Russellville, Ark. (AP) — A former Arkansas sheriff’s deputy was charged Friday with murder in the fatal shooting of a white teenager whose death has drawn the attention of national civil rights activists.
A special prosecutor has announced felony charges against former Lonoc County Sheriff’s Office sergeant Michael Davis in the fatal shooting of 17-year-old Hunter Brittain. If convicted, Davis could face three to 10 years in prison.
Davis shot Brittain on June 23 during a traffic stop outside an auto repair shop along Arkansas Highway 89 south of Cabot, a city of about 26,000 people about 30 miles (48 kilometers) northeast of Little Rock.
According to the arrest affidavit, Davis told investigators that he shot Briton in the neck once during a traffic stop after the teen got into the back of his truck and did not obey his orders to show his hands. Was. The affidavit said the Briton was holding a container – which members of his family have called antifreeze – and found no evidence of firearms in or near the truck.
A British passenger said he and the teenager were working on a transmission for the UK truck. The passenger told investigators that he never heard Davis ask the teen to show his hand.

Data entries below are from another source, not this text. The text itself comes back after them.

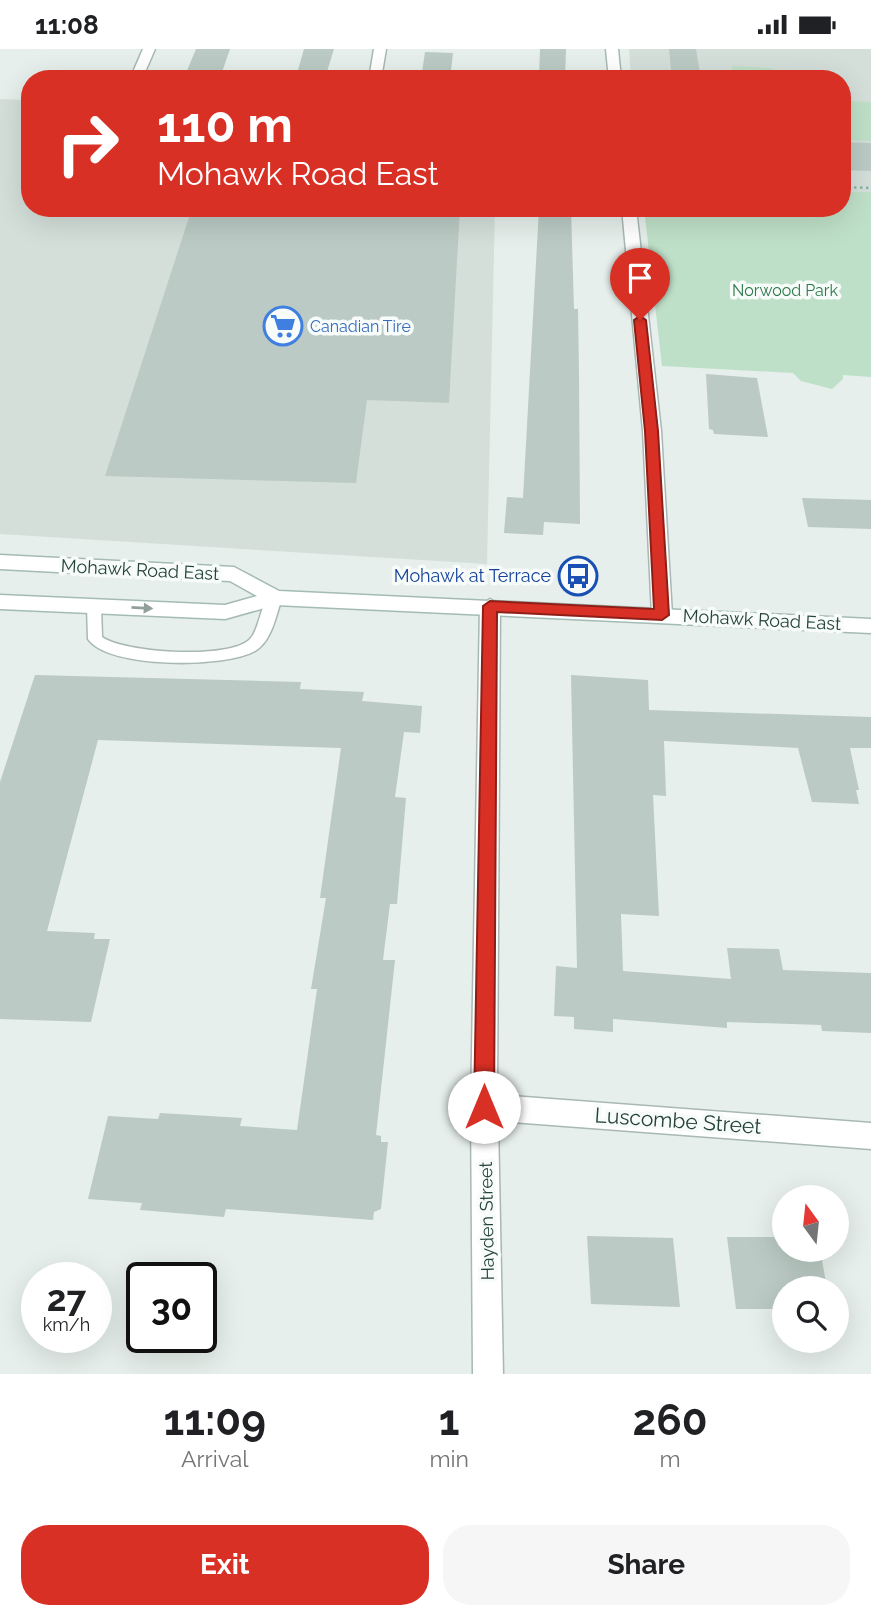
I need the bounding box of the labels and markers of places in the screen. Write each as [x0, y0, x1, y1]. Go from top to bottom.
pin [610, 248, 670, 320]
supermarket icon: Canadian Tire [262, 305, 304, 347]
place label: Canadian Tire [310, 317, 411, 336]
bus stop icon: Mohawk at Terrace [557, 555, 599, 597]
place label: Mohawk at Terrace [394, 565, 551, 586]

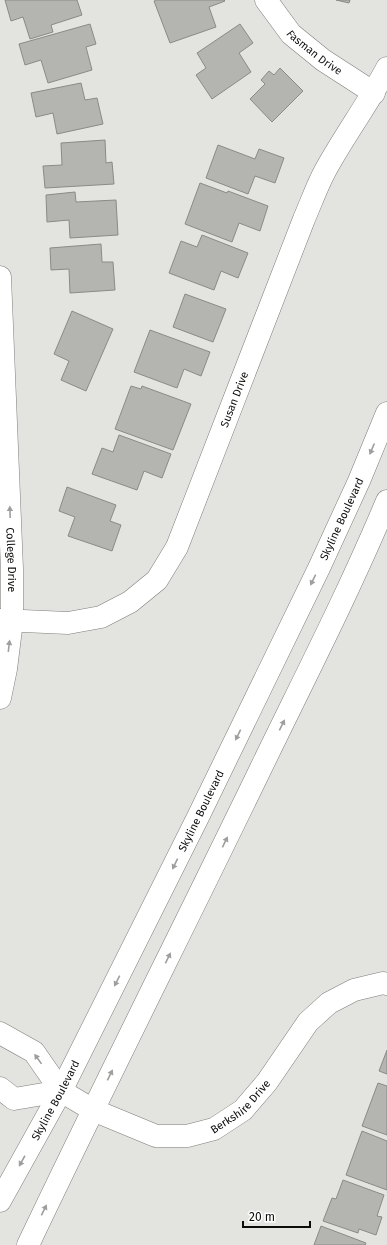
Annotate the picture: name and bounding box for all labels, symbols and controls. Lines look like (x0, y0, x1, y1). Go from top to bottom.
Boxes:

Davis, who is white, was fired by Lonoc County Sheriff John Staley for not turning on his body camera until after the shooting in July. Staley said there is no footage from the shooting, only the aftermath.
As soon as Phillips announced the allegation, several members of Britain’s family and friends shouted, “Thank you Jesus.” Phillips said a bond hearing for Davis would take place on Monday.
The teen’s uncle Jesse Brittain said he was happy to see some of the charges leveled against Davis, although he would have preferred a more serious charge.
“It’s something,” he told reporters after the announcement. “We’re going to take it and see what else (Phillips) has to say and hope it lasts. He’s no longer an officer and he can’t kill any more kids.
The Rev. Al Sharpton and two lawyers representing George Floyd praised Britain. He said the teen’s death highlighted the need for interracial support for efforts to reform police practices. Britain’s family and friends have regularly demonstrated outside the Lonoch County Sheriff’s Office, demanding more information about the shooting.
Floyd died in May of last year after a white Minneapolis police officer used his knee to press the handcuffed black man’s neck to the ground. His death sparked nationwide protests over policing and racial inequality.